[Stored data entries]
__________________________________________________

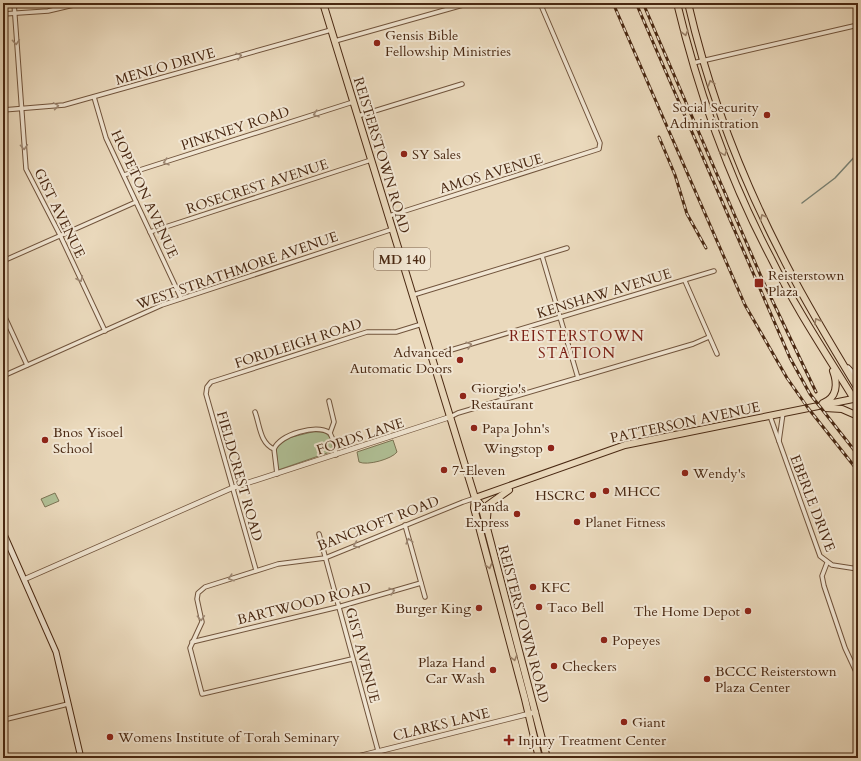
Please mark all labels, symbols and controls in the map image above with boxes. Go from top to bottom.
place label: Gensis Bible Fellowship Ministries [385,26,511,61]
one-way arrow [680,29,689,36]
marker: Gensis Bible Fellowship Ministries [372,38,382,48]
one-way arrow [12,39,21,45]
street label: MENLO DRIVE [113,43,218,90]
one-way arrow [236,52,243,61]
street label: REISTERSTOWN ROAD [349,75,414,236]
one-way arrow [707,80,716,87]
place label: Social Security Administration [670,98,760,133]
one-way arrow [53,102,59,111]
street label: PINKNEY ROAD [178,102,292,155]
one-way arrow [313,109,320,118]
marker: Social Security Administration [762,110,772,120]
street label: HOPETON AVENUE [106,127,183,262]
one-way arrow [19,144,28,150]
place label: SY Sales [412,145,461,164]
marker: SY Sales [399,149,409,159]
street label: AMOS AVENUE [437,149,545,198]
one-way arrow [719,149,727,156]
street label: ROSECREST AVENUE [184,154,331,218]
one-way arrow [162,157,169,166]
street label: GIST AVENUE [30,165,90,262]
one-way arrow [760,214,768,221]
street label: WEST STRATHMORE AVENUE [133,227,341,314]
road number: MD 140 [374,248,430,270]
street label: KENSHAW AVENUE [535,264,674,323]
place label: Reisterstown Plaza [768,266,844,301]
one-way arrow [75,274,83,282]
marker: Reisterstown Plaza [753,277,765,289]
street label: FORDLEIGH ROAD [232,314,364,373]
one-way arrow [814,318,821,325]
district label: REISTERSTOWN STATION [509,326,645,363]
one-way arrow [465,341,472,350]
place label: Advanced Automatic Doors [350,343,453,378]
marker: Advanced Automatic Doors [455,355,465,365]
place label: Giorgio's Restaurant [471,379,534,414]
marker: Giorgio's Restaurant [458,391,468,401]
street label: PATTERSON AVENUE [608,397,762,448]
street label: FIELDCREST ROAD [212,409,267,543]
street label: FORDS LANE [314,413,407,460]
place label: Papa John's [482,419,550,438]
place label: Bnos Yisoel School [53,423,123,458]
marker: Papa John's [469,423,479,433]
marker: Bnos Yisoel School [40,435,50,445]
place label: Wingstop [483,439,543,458]
marker: Wingstop [546,443,556,453]
street label: EBERLE DRIVE [785,452,840,555]
place label: 7-Eleven [452,461,505,480]
place label: Wendy's [692,464,746,483]
marker: 7-Eleven [439,465,449,475]
marker: Wendy's [680,468,690,478]
place label: MHCC [614,482,661,501]
place label: HSCRC [535,486,585,505]
marker: MHCC [601,486,611,496]
marker: HSCRC [588,490,598,500]
street label: BANCROFT ROAD [315,491,442,555]
place label: Panda Express [465,497,509,532]
marker: Panda Express [512,509,522,519]
place label: Planet Fitness [585,513,666,532]
marker: Planet Fitness [572,517,582,527]
one-way arrow [405,538,414,545]
one-way arrow [352,541,359,549]
street label: REISTERSTOWN ROAD [493,543,554,705]
one-way arrow [485,563,493,569]
one-way arrow [227,574,234,582]
street label: BARTWOOD ROAD [235,578,373,629]
place label: KFC [541,578,570,597]
marker: KFC [528,582,538,592]
one-way arrow [389,587,396,596]
place label: Taco Bell [547,598,604,617]
place label: Burger King [395,599,471,618]
marker: Taco Bell [534,602,544,612]
place label: The Home Depot [634,602,741,621]
marker: Burger King [474,603,484,613]
street label: GIST AVENUE [341,605,384,705]
marker: The Home Depot [743,606,753,616]
one-way arrow [196,615,205,621]
place label: Popeyes [612,631,660,650]
marker: Popeyes [599,635,609,645]
place label: Plaza Hand Car Wash [418,653,486,688]
one-way arrow [509,654,518,661]
place label: Checkers [562,657,617,676]
marker: Checkers [549,661,559,671]
place label: BCCC Reisterstown Plaza Center [715,662,837,697]
marker: Plaza Hand Car Wash [488,665,498,675]
marker: BCCC Reisterstown Plaza Center [702,674,712,684]
street label: CLARKS LANE [391,703,492,746]
place label: Giant [632,713,666,732]
marker: Giant [619,717,629,727]
place label: Womens Institute of Torah Seminary [117,728,340,747]
place label: Injury Treatment Center [518,731,667,750]
marker: Womens Institute of Torah Seminary [105,732,115,742]
marker: Injury Treatment Center [503,734,515,746]

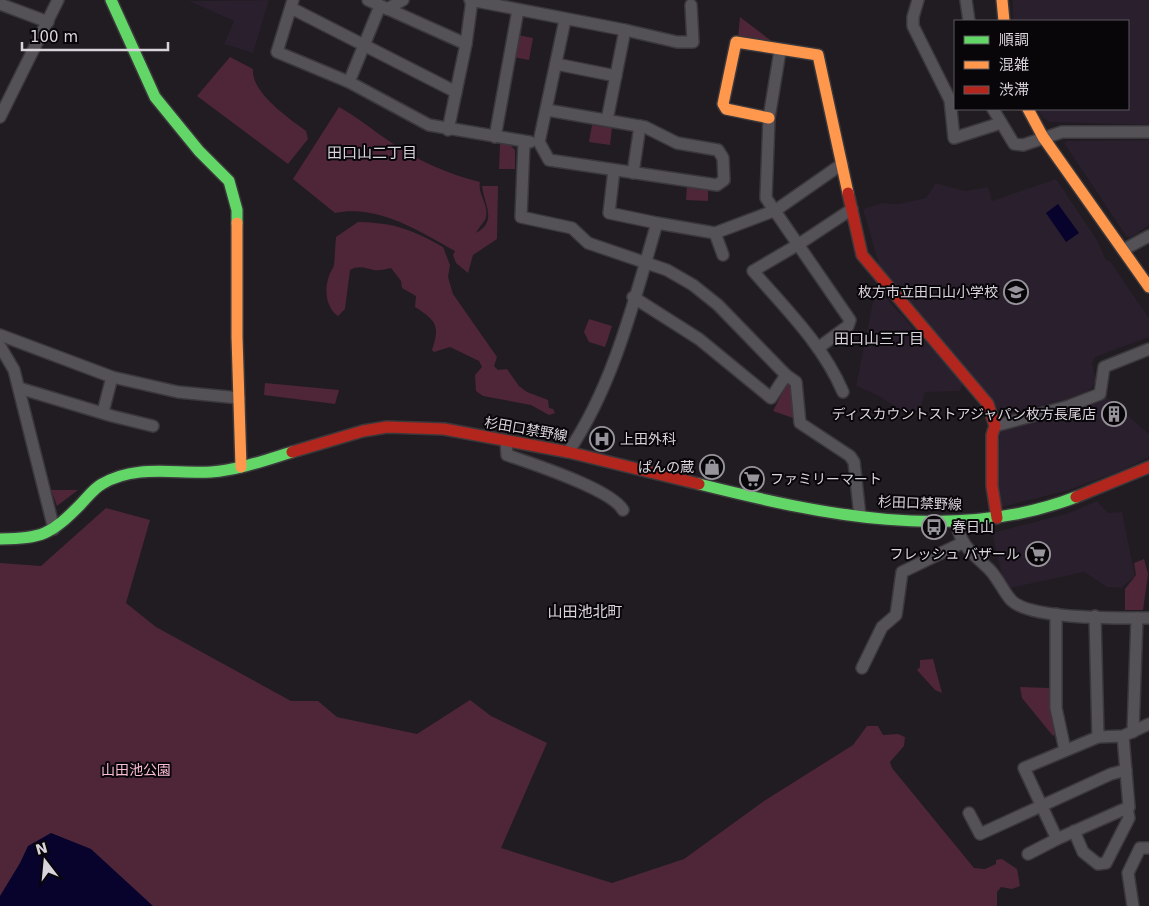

__________________________________________________

### ABOUT THIS TASK
Collect the complete line wherever the string "Womens" appears in the records.

### EXPECTED ANSWER
place label: Womens Institute of Torah Seminary [117,728,340,747]
marker: Womens Institute of Torah Seminary [105,732,115,742]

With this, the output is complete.